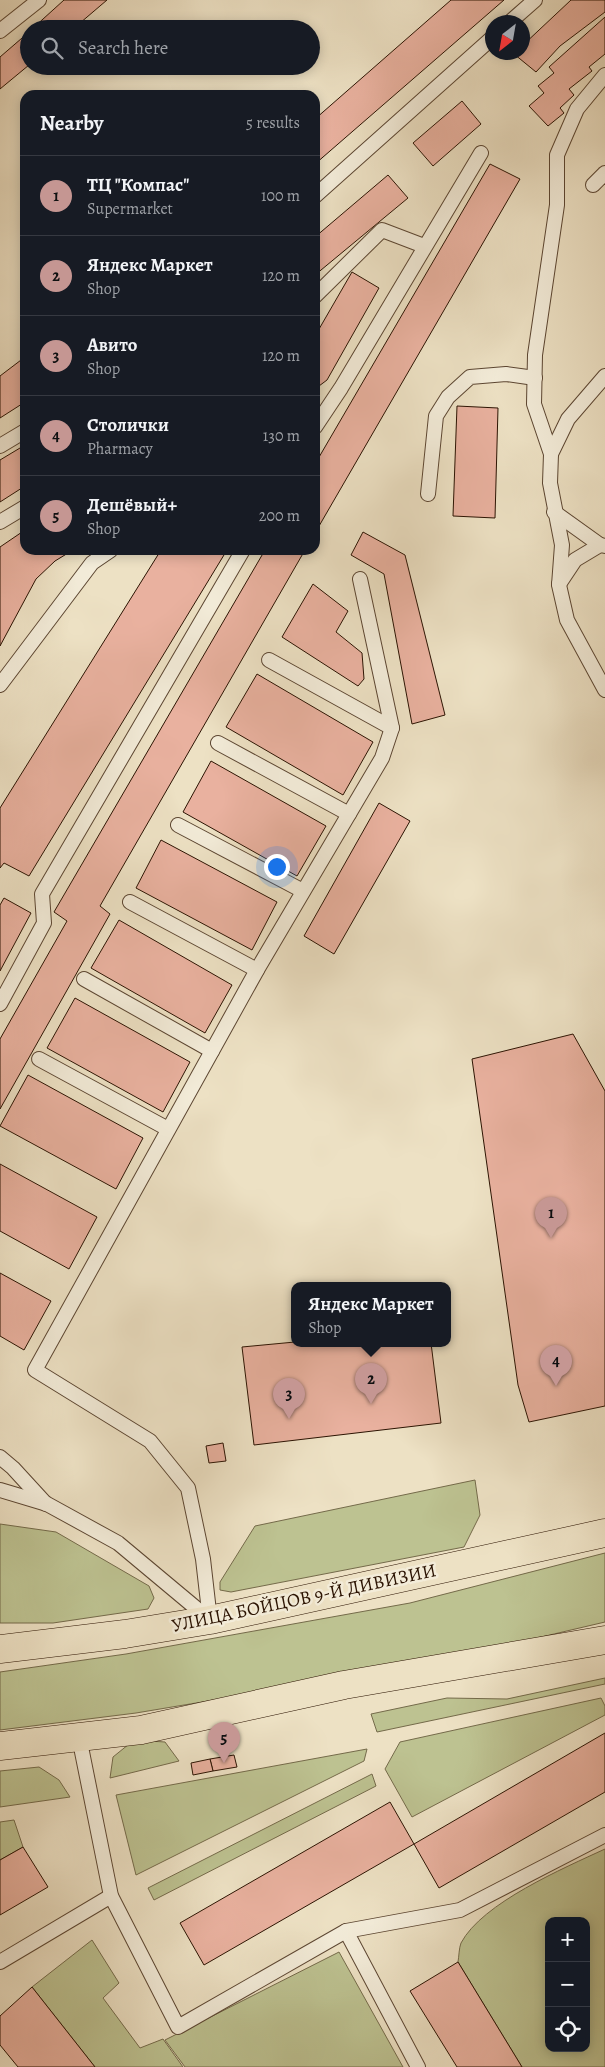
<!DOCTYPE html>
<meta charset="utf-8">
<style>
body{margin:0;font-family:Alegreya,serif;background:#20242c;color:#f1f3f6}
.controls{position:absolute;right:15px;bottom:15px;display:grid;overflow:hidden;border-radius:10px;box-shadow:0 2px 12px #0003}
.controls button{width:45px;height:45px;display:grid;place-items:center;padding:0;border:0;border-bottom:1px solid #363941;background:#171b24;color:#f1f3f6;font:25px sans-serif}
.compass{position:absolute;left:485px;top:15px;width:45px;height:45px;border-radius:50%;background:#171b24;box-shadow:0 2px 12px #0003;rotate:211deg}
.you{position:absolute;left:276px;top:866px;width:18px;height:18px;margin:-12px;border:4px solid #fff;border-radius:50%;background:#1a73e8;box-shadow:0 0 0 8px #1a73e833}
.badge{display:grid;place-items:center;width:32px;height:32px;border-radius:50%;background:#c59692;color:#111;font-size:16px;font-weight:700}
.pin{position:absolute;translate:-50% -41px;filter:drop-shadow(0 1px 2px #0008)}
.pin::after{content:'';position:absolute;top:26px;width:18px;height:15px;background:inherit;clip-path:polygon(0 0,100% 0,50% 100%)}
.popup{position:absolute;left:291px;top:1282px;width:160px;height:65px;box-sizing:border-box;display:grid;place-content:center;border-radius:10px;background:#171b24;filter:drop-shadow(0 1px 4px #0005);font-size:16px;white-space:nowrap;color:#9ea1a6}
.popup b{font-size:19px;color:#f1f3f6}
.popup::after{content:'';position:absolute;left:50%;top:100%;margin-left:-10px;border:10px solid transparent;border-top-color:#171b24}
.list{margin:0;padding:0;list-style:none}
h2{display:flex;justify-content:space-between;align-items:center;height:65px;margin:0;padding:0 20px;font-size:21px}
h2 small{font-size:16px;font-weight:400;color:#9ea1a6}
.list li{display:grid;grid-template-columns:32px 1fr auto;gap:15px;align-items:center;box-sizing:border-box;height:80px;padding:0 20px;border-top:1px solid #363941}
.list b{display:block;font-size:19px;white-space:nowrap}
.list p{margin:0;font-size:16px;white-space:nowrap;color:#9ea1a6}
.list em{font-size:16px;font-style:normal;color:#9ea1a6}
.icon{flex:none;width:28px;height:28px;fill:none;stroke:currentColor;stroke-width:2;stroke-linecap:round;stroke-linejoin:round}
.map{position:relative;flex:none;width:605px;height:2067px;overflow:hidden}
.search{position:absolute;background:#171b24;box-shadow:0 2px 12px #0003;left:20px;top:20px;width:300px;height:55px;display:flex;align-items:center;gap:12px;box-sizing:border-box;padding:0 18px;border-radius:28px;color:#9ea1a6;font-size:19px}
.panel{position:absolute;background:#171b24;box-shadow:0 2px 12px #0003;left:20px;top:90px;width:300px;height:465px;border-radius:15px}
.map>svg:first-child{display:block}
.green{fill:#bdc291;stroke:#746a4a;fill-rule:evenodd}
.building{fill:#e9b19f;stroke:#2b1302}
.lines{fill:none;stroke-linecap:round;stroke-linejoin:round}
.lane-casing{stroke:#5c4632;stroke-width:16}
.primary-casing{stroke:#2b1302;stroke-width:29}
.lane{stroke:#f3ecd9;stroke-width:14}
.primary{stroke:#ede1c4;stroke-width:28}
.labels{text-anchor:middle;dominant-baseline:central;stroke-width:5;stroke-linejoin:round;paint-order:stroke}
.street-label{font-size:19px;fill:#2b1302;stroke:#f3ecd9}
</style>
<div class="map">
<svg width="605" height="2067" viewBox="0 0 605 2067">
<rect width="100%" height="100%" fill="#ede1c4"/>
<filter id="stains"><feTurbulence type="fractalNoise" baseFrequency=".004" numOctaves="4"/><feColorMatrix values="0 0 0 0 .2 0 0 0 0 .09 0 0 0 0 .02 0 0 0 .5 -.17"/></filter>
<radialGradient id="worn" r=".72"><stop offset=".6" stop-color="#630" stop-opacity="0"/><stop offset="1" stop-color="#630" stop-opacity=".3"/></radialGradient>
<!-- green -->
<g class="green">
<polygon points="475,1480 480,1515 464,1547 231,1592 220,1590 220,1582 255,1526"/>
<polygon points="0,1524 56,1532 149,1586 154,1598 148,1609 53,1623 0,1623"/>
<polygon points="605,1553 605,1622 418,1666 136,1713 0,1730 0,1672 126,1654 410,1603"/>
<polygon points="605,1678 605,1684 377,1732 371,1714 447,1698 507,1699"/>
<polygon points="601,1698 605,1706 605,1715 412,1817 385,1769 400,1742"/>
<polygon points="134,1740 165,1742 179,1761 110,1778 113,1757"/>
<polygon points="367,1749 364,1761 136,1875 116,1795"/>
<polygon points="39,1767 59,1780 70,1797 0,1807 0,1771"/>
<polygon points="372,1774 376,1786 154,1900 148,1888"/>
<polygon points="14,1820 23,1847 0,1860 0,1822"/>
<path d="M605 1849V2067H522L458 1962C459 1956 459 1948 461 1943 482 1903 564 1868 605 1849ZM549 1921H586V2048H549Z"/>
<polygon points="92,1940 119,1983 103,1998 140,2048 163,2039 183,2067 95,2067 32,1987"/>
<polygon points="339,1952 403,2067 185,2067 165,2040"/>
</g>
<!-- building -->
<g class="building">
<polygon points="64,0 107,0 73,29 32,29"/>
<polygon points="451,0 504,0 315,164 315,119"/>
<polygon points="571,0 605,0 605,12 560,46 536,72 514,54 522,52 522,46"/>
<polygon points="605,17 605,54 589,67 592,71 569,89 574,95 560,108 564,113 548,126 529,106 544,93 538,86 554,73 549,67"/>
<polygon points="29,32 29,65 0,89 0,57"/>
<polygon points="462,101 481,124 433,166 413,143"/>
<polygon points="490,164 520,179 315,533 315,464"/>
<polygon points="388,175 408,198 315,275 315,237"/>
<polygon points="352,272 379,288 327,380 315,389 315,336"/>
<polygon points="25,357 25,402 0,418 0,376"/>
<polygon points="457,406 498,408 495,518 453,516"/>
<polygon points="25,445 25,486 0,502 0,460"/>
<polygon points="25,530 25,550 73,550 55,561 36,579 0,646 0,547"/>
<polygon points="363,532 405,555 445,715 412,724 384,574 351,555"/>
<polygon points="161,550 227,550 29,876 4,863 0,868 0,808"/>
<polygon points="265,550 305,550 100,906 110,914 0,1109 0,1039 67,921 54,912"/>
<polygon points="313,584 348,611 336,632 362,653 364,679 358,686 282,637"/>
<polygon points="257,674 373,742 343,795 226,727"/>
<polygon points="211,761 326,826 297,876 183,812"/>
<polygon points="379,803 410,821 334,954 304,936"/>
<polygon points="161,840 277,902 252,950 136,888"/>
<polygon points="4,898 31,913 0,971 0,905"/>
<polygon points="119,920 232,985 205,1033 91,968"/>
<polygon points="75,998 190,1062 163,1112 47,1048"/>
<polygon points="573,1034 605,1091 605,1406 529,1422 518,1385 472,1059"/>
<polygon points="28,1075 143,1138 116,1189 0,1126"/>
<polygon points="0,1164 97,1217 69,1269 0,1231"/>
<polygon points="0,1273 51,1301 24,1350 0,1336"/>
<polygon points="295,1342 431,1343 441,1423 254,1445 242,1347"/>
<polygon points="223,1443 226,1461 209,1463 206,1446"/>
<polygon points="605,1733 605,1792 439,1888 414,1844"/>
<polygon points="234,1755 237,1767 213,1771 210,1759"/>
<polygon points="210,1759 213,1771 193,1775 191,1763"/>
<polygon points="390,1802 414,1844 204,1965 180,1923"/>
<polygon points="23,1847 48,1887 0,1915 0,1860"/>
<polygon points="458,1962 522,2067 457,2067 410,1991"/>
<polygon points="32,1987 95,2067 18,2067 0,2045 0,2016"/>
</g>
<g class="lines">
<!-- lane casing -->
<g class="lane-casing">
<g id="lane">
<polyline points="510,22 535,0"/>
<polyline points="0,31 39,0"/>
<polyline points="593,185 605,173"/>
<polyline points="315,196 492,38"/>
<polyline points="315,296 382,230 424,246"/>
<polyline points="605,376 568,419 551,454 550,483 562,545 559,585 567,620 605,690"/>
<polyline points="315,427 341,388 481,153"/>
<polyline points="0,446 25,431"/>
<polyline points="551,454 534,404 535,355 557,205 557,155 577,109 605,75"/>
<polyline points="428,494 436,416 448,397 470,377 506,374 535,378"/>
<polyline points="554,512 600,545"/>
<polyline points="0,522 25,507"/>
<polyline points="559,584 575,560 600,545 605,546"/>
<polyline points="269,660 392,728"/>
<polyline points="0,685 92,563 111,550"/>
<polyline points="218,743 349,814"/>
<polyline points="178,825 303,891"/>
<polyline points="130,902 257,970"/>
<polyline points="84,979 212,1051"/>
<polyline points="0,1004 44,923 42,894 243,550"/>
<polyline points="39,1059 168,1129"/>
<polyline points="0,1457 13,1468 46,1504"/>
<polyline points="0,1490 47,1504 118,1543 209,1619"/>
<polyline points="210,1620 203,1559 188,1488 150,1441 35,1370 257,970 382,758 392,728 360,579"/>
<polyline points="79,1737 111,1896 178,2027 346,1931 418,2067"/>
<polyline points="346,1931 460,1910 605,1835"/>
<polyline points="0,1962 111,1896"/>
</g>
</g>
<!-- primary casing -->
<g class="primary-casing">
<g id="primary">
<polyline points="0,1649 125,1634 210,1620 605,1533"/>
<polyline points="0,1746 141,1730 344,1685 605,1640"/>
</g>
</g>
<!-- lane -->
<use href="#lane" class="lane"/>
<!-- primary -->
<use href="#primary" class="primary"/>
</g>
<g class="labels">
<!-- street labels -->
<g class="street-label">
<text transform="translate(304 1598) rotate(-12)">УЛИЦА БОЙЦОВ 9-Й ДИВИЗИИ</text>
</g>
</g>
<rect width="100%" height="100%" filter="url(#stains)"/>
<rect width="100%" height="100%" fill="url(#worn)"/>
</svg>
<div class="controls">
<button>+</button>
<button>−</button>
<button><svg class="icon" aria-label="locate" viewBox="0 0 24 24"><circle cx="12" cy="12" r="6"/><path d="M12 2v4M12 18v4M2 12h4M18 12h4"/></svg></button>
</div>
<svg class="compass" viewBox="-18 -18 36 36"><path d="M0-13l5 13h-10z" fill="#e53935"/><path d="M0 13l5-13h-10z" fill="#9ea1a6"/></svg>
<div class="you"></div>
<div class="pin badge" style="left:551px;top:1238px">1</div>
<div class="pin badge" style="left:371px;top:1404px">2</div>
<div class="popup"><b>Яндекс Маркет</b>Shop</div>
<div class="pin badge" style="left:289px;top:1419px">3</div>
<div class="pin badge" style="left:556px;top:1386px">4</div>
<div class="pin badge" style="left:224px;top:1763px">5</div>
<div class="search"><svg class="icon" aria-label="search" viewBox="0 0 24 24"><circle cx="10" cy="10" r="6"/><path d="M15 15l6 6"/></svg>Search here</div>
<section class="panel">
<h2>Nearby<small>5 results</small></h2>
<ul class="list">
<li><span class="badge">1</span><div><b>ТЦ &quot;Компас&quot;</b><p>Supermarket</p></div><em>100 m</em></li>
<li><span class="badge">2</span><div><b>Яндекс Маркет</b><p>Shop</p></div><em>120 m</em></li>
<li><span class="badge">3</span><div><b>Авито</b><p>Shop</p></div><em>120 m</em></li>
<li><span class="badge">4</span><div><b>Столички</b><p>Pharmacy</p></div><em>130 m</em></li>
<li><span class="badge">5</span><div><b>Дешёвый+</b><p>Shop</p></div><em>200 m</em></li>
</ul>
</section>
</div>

========================================

◆ TASK TO CARRY OUT ◆
Figure out how many lines of the data hold "place", and answer with the number only.

◆ ANSWER BOX ◆
3